[ENTRIES SHOWN Boundary: Start]
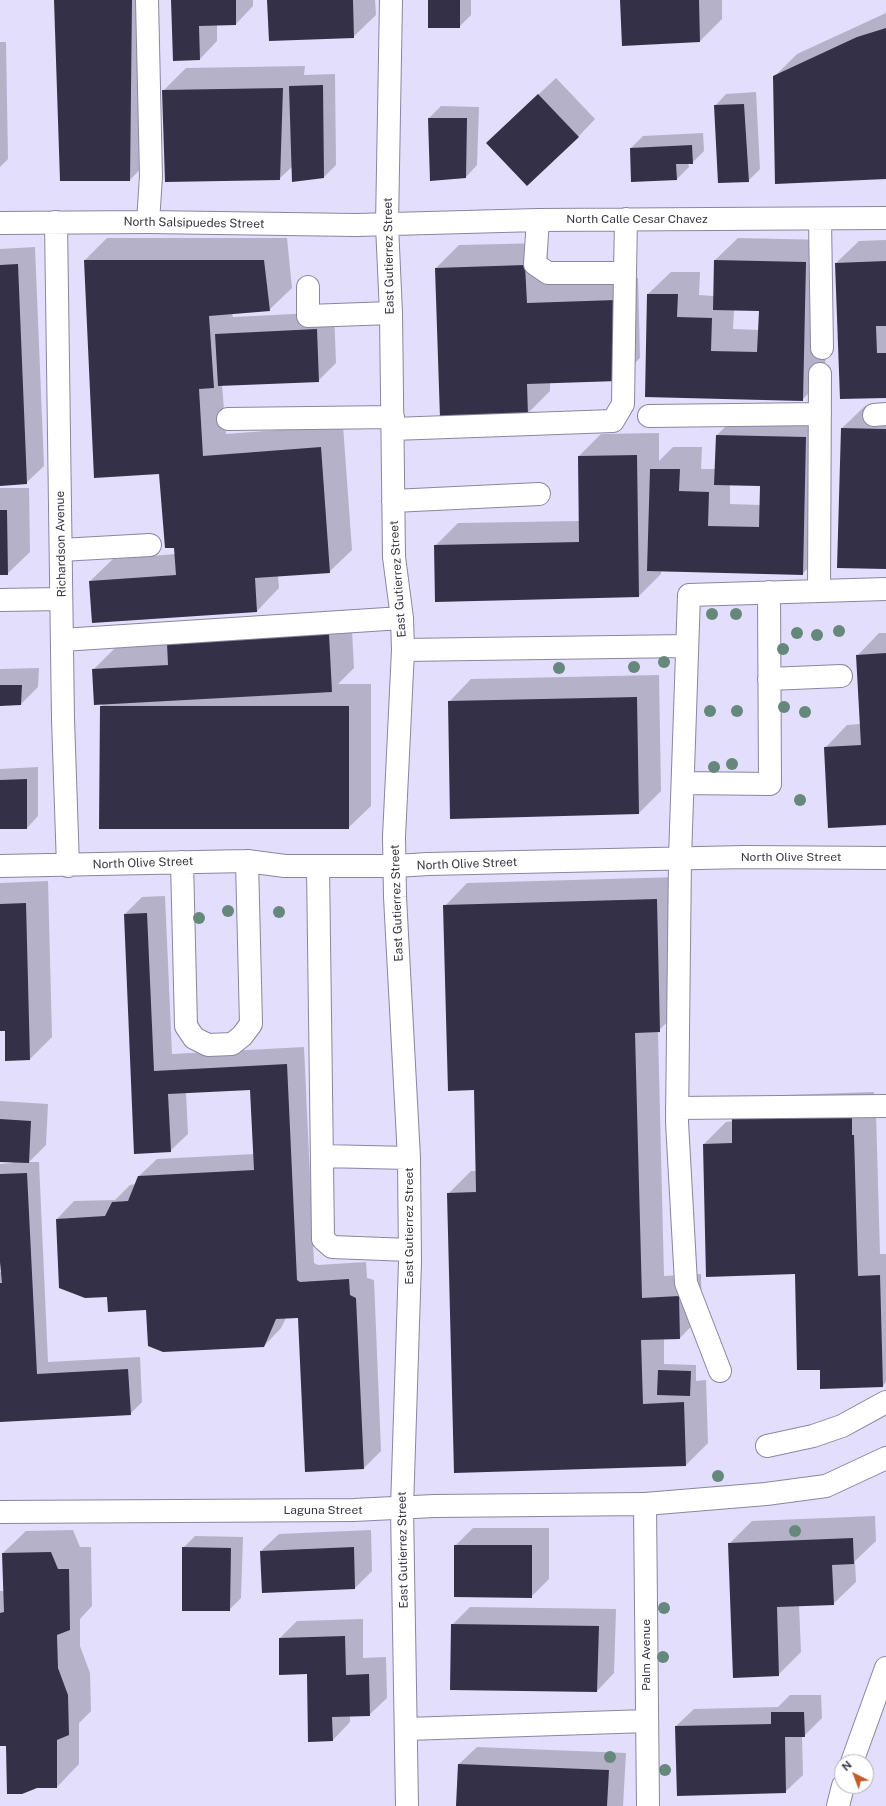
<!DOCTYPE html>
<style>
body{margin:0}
#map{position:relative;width:886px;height:1806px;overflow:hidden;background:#e2defc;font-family:"Public Sans",sans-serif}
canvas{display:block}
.north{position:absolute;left:834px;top:1754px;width:40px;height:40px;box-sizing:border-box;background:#fff;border:1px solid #b0afb4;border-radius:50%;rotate:318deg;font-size:11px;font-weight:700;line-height:16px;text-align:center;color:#393743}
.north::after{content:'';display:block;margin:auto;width:14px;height:18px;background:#c25c2c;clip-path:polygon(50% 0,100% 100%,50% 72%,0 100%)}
</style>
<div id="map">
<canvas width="886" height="1806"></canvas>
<div class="north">N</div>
</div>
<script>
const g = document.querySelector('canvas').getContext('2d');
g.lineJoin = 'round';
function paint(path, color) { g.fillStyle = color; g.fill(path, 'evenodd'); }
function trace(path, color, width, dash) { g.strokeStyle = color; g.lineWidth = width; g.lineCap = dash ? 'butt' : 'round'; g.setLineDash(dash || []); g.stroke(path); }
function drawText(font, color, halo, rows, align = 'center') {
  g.font = font + ' "Public Sans",sans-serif'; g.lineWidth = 4; g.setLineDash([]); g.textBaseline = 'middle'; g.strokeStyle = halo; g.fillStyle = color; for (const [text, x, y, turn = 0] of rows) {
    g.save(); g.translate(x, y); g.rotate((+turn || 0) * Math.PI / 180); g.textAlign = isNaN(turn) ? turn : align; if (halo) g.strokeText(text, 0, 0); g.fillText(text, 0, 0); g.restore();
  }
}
paint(new Path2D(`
 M55,0H154L152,157L130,180Z
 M172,0H253V6L236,24H217V41L200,59Z
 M269,0H375L376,15L353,37Z
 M429,0H471V15L459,27Z
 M621,0H722V19L700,41L623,45Z
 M886,13V178L774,77L797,54Z
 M0,42H6L8,159L0,167Z
 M305,66L304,75L335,74L336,165L324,177L293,166L279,179L163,91L186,68Z
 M556,78L595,119L578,137L505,126Z
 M756,92L760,169L748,181L715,106L726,94Z
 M441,106L479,107L477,165L466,177L429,118Z
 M703,133L704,151L692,163H688L689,167L677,179L632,181L631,148L643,136Z
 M107,238H287L292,288L269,310L232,313L233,317L334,312L336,363L318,381L222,385L226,434L343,425L352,550L329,572L278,576L279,588L257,611L90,581L113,559L176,554L160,472L85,260Z
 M738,238L828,240L825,377L802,400L646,396L648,294L671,272H700L699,295L714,296L715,260ZM734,310H760L759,330L733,329Z
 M886,240V397L836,263L859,241Z
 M547,243L549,281L638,278L640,358L618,380L550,382V391L527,414L441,417L436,268L459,245Z
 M35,247L44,466L26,483L0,485V249Z
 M865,406H886V568L842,428Z
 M739,413L828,415L825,552L802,574L661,571V574L639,596L435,546L458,523L580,521L579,456L601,434L659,433V461L673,447H702L701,469H716L717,435ZM730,484L761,485L760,505L730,504Z
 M0,488H29L30,552L7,574H0Z
 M351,612L354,668L338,684H371V806L348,828L101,706L104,703L93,670L116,647L168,644Z
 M879,633H886V824L825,748L847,725L860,724L857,656Z
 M39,668L38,687L21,704L0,705V669Z
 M659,675L661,791L639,813L449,702L471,679Z
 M38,767V816L27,828H0V769Z
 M679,877L682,1008L658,1031L664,1276L701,1274L702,1315L680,1338H664V1364L696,1365V1381L706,1380L708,1443L686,1465L448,1194L471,1171H477L475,1089L445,906L467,883Z
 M48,881L52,1037L30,1059L6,1030H0V883Z
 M165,896L172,1054L304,1047L314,1263L318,1265L366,1262L367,1278L374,1280L381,1451L364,1468L299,1317L286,1318L281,1328L264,1346L108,1296L57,1219L74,1201L115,1200L130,1185L136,1184L139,1176L157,1159L254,1154L251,1089L186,1092L188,1134L170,1151L135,1153L125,914L142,897Z
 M874,1092V1113H876L880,1254H886V1382L883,1386L821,1369L796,1273L704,1144L726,1122L733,1121V1118L756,1096Z
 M0,1101L48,1104L46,1145L29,1162H39L48,1362L140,1357L142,1402L130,1414L0,1421V1272H2L0,1261V1164L13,1163V1161H0Z
 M875,1516L876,1541L855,1561L856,1582L833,1604L799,1605L801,1652L778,1675L729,1544L752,1521Z
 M473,1528H549V1579L531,1597L455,1546Z
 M73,1530L80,1547H91L92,1606L80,1619V1646L90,1673L91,1711L79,1723V1764L57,1787L7,1745H0V1591H4L3,1553L26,1531Z
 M371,1530L372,1571L355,1588L261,1551L279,1534Z
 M195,1536L243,1537L241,1598L229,1610L183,1548Z
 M470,1607L616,1609L614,1673L597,1691L452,1625Z
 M363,1619V1658L386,1657L387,1698L369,1715H350V1722L333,1740L308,1673L280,1638L297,1621Z
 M790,1695H821L822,1718L804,1736H802L803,1775L785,1792L676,1726L694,1709L778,1707Z
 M477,1747L626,1753L623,1806H457L459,1764Z`), '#0003');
paint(new Path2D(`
 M54,0H132L130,181H60Z
 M171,0H236V25L199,26L200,60L173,61Z
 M267,0H353L354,38L269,41Z
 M428,0H460V28H428Z
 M620,0H699L700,42L622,46Z
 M886,28V179L775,184L773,76L857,37Z
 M323,85L324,178L292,182L289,86Z
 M283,88L280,180L165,182L162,90Z
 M538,94L579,137L527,186L486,143Z
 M744,104L749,182L718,183L714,105Z
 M428,118H467L466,178L430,181Z
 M692,145L693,164H676L677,180L631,182L630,148Z
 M84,260H264L270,311L209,316L214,388L199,389L203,456L321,447L330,573L255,578L257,612L92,623L89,581L176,575L174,548H165L159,474L94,478Z
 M714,260L806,262L803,401L645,397L647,294H678L677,317L712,318L711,351L757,352L759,311L713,310Z
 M886,261V326H876L877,353H886V398L840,399L835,263Z
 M18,264L27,484L0,486V265Z
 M525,265L527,303L616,300L618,381L527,384L528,415L440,418L435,268Z
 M317,329L319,382L218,386L215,334Z
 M841,428L886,429V569L837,568Z
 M716,435L806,437L803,575L647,571L650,469H680L679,491L709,492L708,526L759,527L760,486L714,485Z
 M637,455L639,597L435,602L434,545L579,542L578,456Z
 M0,510H7L8,575H0Z
 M329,634L332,692L94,705L92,669L168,665L167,643Z
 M886,653V825L828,828L824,747L861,745L856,655Z
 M0,685H22L21,705L0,706Z
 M637,697L639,814L450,819L448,701Z
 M100,706H349V829H99Z
 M27,779V829H0V780Z
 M657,899L660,1032L635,1033L642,1298L679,1296L680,1339L641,1340L643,1404L684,1402L686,1466L454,1473L447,1193L476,1192L474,1090L448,1091L443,905Z
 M26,903L30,1060L5,1061V1031H0V904Z
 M147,913L154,1071L287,1064L297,1280L300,1282L349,1279L350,1295L356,1298L364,1469L305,1472L298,1318L276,1319L264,1347L163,1352L148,1346L146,1310L108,1312L107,1297L85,1298L59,1288L56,1219L105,1216L112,1202L128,1201L138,1176L254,1170L250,1090L168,1094L171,1152L134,1154L124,914Z
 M852,1114V1135H854L858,1276L880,1275L883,1387L820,1389V1370H797L795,1274L706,1277L703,1144L732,1143V1118Z
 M0,1119L31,1121L29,1163L0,1162Z
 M27,1173L37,1374L128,1369L131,1415L0,1422V1283H2L0,1262V1174Z
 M658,1370L691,1371L690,1396L657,1395Z
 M853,1538L854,1564L832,1565L834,1605L777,1607L779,1676L733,1678L728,1543Z
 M454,1545H532V1598L454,1597Z
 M182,1547L231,1548L230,1611H182Z
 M354,1547L355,1589L262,1593L260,1551Z
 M51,1552L58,1569H69L70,1630L57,1635L58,1668L68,1695L69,1735L57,1740V1788H37L22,1794H7L6,1746H0V1613L4,1612L2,1553Z
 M451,1624L599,1626L597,1692L450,1690Z
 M345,1636L346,1675L369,1674L370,1716L332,1717L333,1741L308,1742L307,1674L279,1675V1638Z
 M771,1712H804L805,1737H785L786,1793L677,1796L675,1726L771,1724Z
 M458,1764L609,1770L607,1806H456Z`), '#343047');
const minor = new Path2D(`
 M147,0L151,176L148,222
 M391,0L387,225L391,313L394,557L402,618L403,650L394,837L395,897L409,1158L410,1262L402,1508L407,1806
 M820,219L822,348
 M538,220L535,264L548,273H625L626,219
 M56,222L63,719L68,866
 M0,223L148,222L356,225L538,220L886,218
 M308,287V316L391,313
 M874,415L886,414
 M649,416L820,414
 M228,419L393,417
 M393,429L613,421L623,404L625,273
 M393,501L539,494
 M61,550L150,545
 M819,590L820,374
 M0,600L61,599
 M62,640L402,618
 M403,650L687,646
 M769,679L841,676
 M683,783L770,784L769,592
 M182,862L186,1026L194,1038L208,1045L232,1044L242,1036L251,1024L247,861
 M0,866L247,861L285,866H396L428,864L745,857L886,858
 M318,866L323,1239L332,1247L409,1250
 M677,1108L886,1106
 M322,1156L409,1158
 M720,1371L686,1283L677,1122L680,858L689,595L886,589
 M767,1446L813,1436L842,1426L886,1402
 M0,1512L354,1510L434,1506L645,1504L648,1806
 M407,1729L647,1721`);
const highway = new Path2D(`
 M645,1504L766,1494L826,1486L886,1458
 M852,1762L886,1668
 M838,1806L843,1786`);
trace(minor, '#8a86a1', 24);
trace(highway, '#8a86a1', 24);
trace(minor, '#fff', 22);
trace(highway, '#fff', 22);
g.fillStyle = '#66877b';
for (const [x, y] of [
 [712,614],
 [736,614],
 [839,631],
 [797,633],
 [817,635],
 [783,649],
 [664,662],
 [634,667],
 [559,668],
 [784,707],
 [710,711],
 [737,711],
 [805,712],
 [732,764],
 [714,767],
 [800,800],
 [228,911],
 [279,912],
 [199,918],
 [718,1476],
 [795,1531],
 [664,1608],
 [663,1657],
 [610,1757],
 [665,1770]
]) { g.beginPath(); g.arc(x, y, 6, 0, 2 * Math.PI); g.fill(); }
drawText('12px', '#393743', '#fff', [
 ["North Calle Cesar Chavez",637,219],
 ["North Salsipuedes Street",194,223,1],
 ["East Gutierrez Street",389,256,-91],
 ["Richardson Avenue",61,544,-91],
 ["East Gutierrez Street",398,579,-94],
 ["North Olive Street",791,857],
 ["North Olive Street",143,863,-2],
 ["North Olive Street",467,864,-2],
 ["East Gutierrez Street",397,903,-92],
 ["East Gutierrez Street",409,1226,-90],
 ["Laguna Street",323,1510],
 ["East Gutierrez Street",403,1550,-91],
 ["Palm Avenue",646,1655,-90]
]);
</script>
[ENTRIES SHOWN Boundary: End]
• TASK BRIEF:
Begin with the first line of the records and repeat every line up to the one with "function trace(path, color, width, dash)", counting that line too. Pictures are not part of the copy.

• WRITTEN SOLUTION:
<!DOCTYPE html>
<style>
body{margin:0}
#map{position:relative;width:886px;height:1806px;overflow:hidden;background:#e2defc;font-family:"Public Sans",sans-serif}
canvas{display:block}
.north{position:absolute;left:834px;top:1754px;width:40px;height:40px;box-sizing:border-box;background:#fff;border:1px solid #b0afb4;border-radius:50%;rotate:318deg;font-size:11px;font-weight:700;line-height:16px;text-align:center;color:#393743}
.north::after{content:'';display:block;margin:auto;width:14px;height:18px;background:#c25c2c;clip-path:polygon(50% 0,100% 100%,50% 72%,0 100%)}
</style>
<div id="map">
<canvas width="886" height="1806"></canvas>
<div class="north">N</div>
</div>
<script>
const g = document.querySelector('canvas').getContext('2d');
g.lineJoin = 'round';
function paint(path, color) { g.fillStyle = color; g.fill(path, 'evenodd'); }
function trace(path, color, width, dash) { g.strokeStyle = color; g.lineWidth = width; g.lineCap = dash ? 'butt' : 'round'; g.setLineDash(dash || []); g.stroke(path); }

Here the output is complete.